- _WHAT YOU WILL DO_:
Go through the records below line by line, counting those that contain the word "name"; answer with the count only.

Collected data entries:
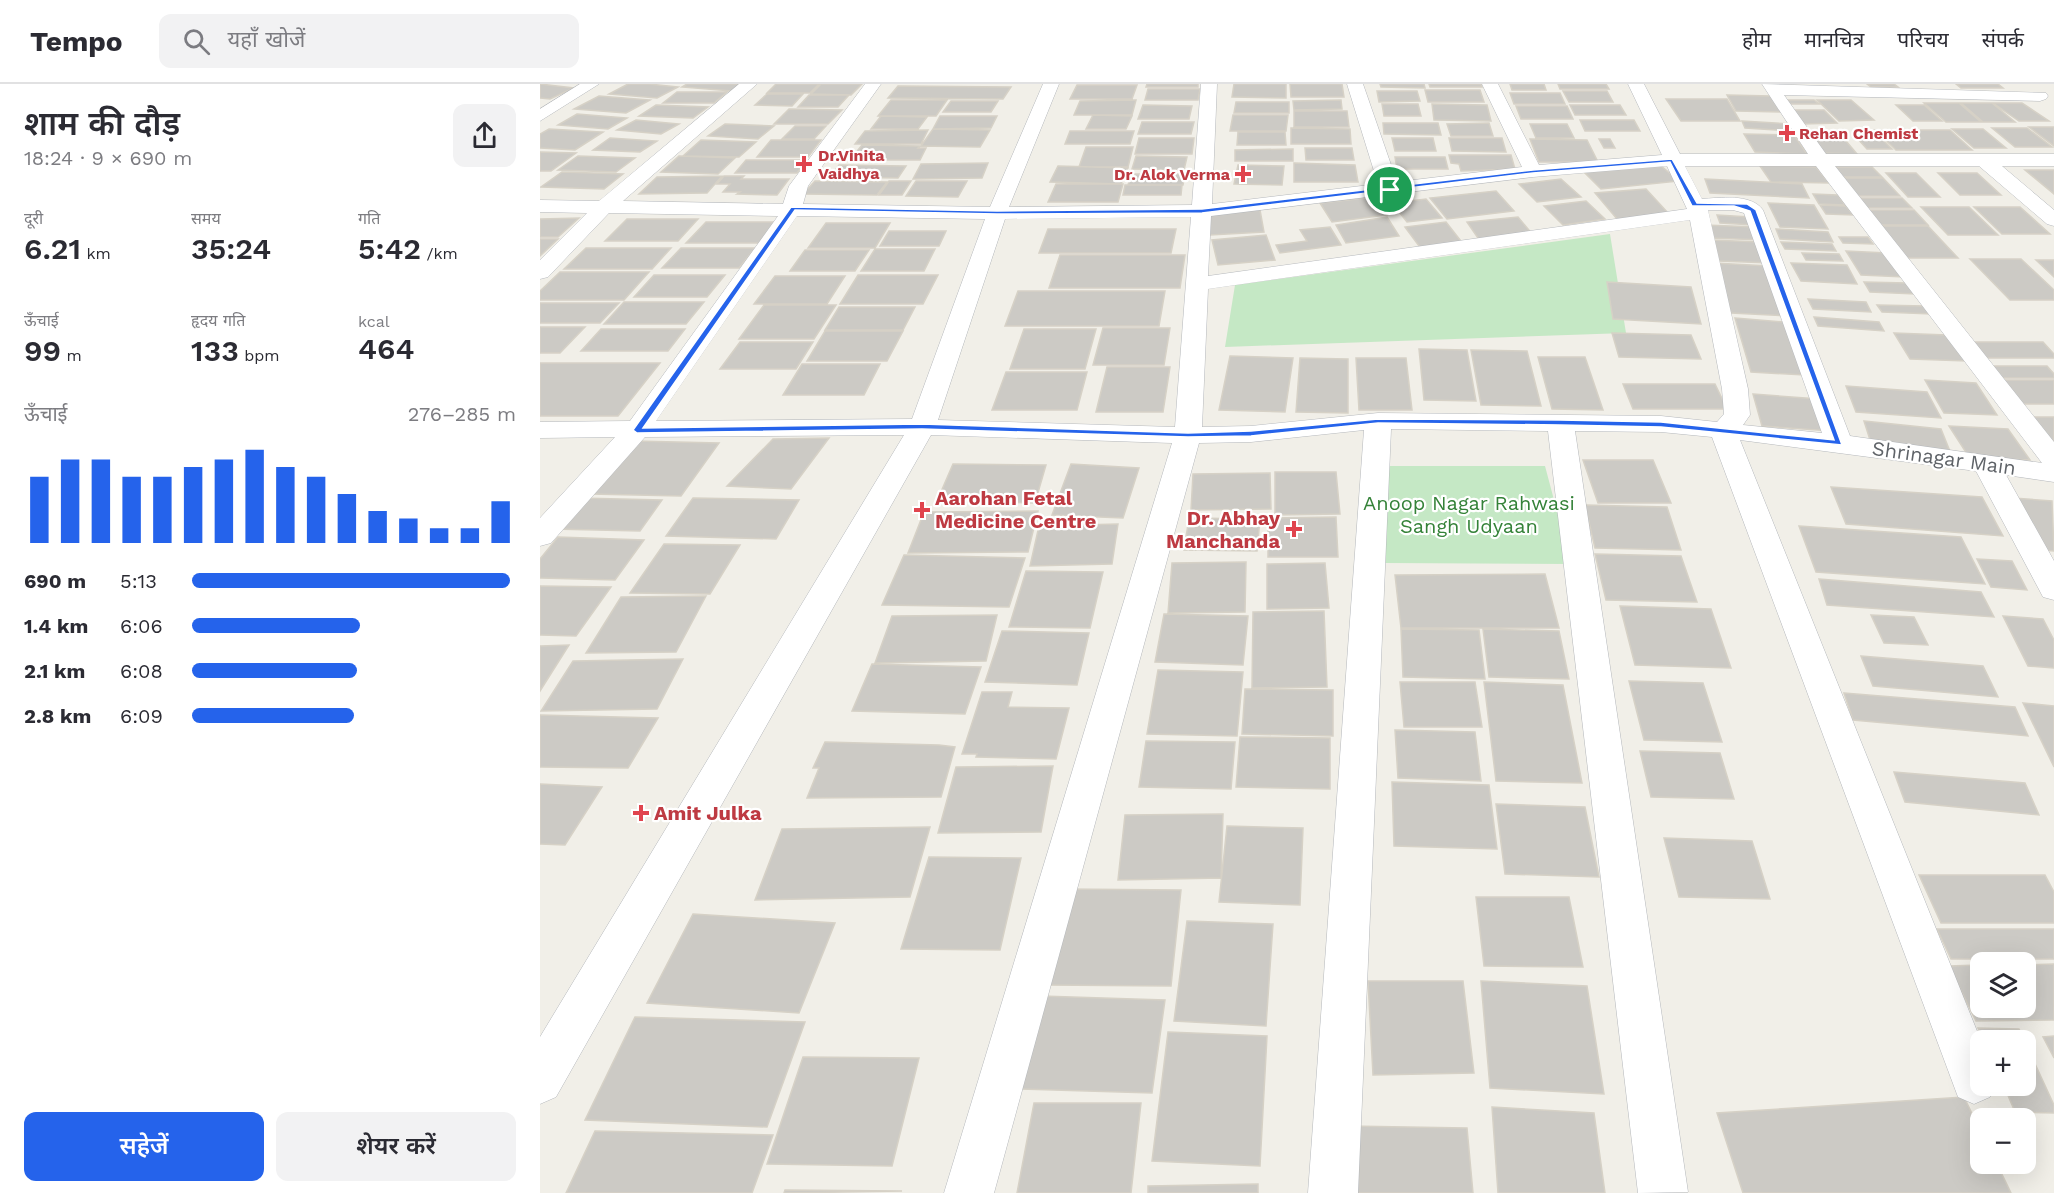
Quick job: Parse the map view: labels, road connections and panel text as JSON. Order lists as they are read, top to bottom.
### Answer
{
  "streets": {
    "street": ["Shrinagar Main"]
  },
  "parks": ["Anoop Nagar Rahwasi Sangh Udyaan"],
  "places": {
    "health": [
      "Rehan Chemist",
      "Dr.Vinita Vaidhya",
      "Dr. Alok Verma",
      "Aarohan Fetal Medicine Centre",
      "Dr. Abhay Manchanda",
      "Amit Julka"
    ]
  },
  "page": {
    "header": "Tempo",
    "search": "यहाँ खोजें",
    "nav": [
      "होम",
      "मानचित्र",
      "परिचय",
      "संपर्क"
    ],
    "heading": ["शाम की दौड़", "18:24 · 9 × 690 m"],
    "stats": [
      ["दूरी", "6.21 km"],
      ["समय", "35:24"],
      ["गति", "5:42 /km"],
      ["ऊँचाई", "99 m"],
      ["हृदय गति", "133 bpm"],
      ["kcal", "464"]
    ],
    "chart": ["ऊँचाई", "276–285 m"],
    "list": [
      {
        "name": "690 m",
        "note": "5:13"
      },
      {
        "name": "1.4 km",
        "note": "6:06"
      },
      {
        "name": "2.1 km",
        "note": "6:08"
      },
      {
        "name": "2.8 km",
        "note": "6:09"
      }
    ],
    "map_buttons": ["+", "−"],
    "buttons": ["सहेजें", "शेयर करें"]
  }
}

- _SOLUTION TO THE PROBLEM_:
4